Construct ProteinStructure objects from a trajectory file.

This function reads a trajectory and yields a ProteinStructure for each frame.

Parameters:
  • trajectory_file (str) – Path to the trajectory file (e.g., DCD, XTC, multi-model PDB).

  • topology_file (str | None) – Path to the topology file (e.g., PDB, PSF), required for coordinate-only trajectory formats.

  • chain_id (str | Sequence[str] | None) – If specified, only atoms from this chain will be included.

Return type:

Iterator[ProteinStructure]

Returns:

An iterator that yields a ProteinStructure for each frame in the trajectory.

prxteinmpnn.io.from_string(pdb_string, model=1, chain_id=None)[source]#

Construct a ProteinStructure from a PDB string.

Parameters:
  • pdb_string (str) – The PDB formatted string.

  • model (int) – The model number to load from the structure string. Defaults to 1.

  • chain_id (str | Sequence[str] | None) – If specified, only this chain is parsed. If None, the entire structure is parsed.

Return type:

ProteinStructure

Returns:

A new ProteinStructure parsed from the PDB string.

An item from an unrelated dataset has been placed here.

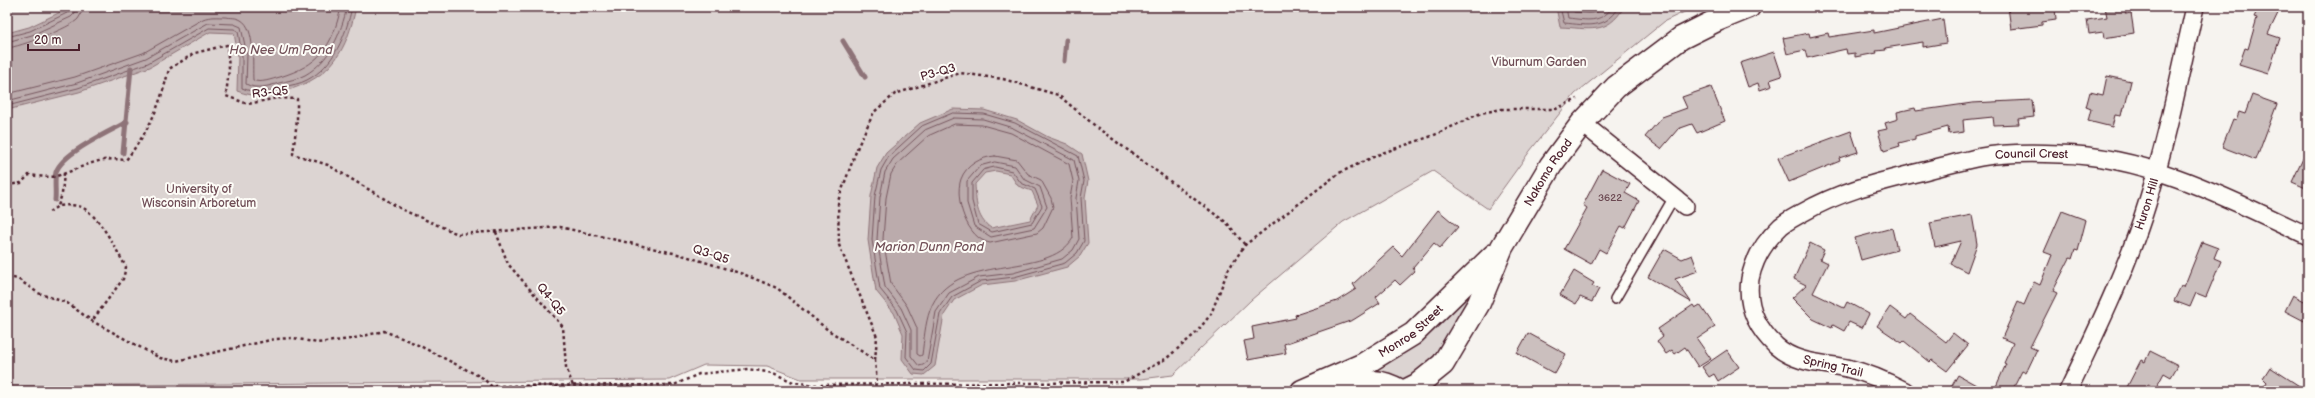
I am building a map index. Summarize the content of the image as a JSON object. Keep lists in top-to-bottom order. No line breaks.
{"streets":{"main road":["Nakoma Road","Monroe Street"],"street":["Council Crest","Huron Hill","Spring Trail"],"path":["P3-Q3","R3-Q5","Q3-Q5","Q4-Q5"]},"crossings":[["P3-Q3","Q3-Q5"],["R3-Q5","Q3-Q5"],["R3-Q5","Q4-Q5"],["Council Crest","Huron Hill"],["Council Crest","Spring Trail"],["Nakoma Road","Monroe Street"],["Q3-Q5","Q4-Q5"]],"water":["Ho Nee Um Pond","Marion Dunn Pond"],"parks":["Viburnum Garden","University of Wisconsin Arboretum"],"house_numbers":["3622"],"scale_bar":"20 m"}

prxteinmpnn.io.protein_structure_to_model_inputs(protein_structure, bias=None)[source]#

Convert a ProteinStructure to model inputs.

Parameters:
  • protein_structure (ProteinStructure) – A ProteinStructure object containing the structure data.

  • bias (Float[Array, 'num_residues num_classes'] | None) – An optional InputBias jnp.ndarray with shape (num_residues, 20) containing

  • Default (bias information. This will shift output probabilities for each residue.)

  • zero. (to)

Return type:

ModelInputs

Returns:

A ModelInputs containing the model inputs derived from the ProteinStructure.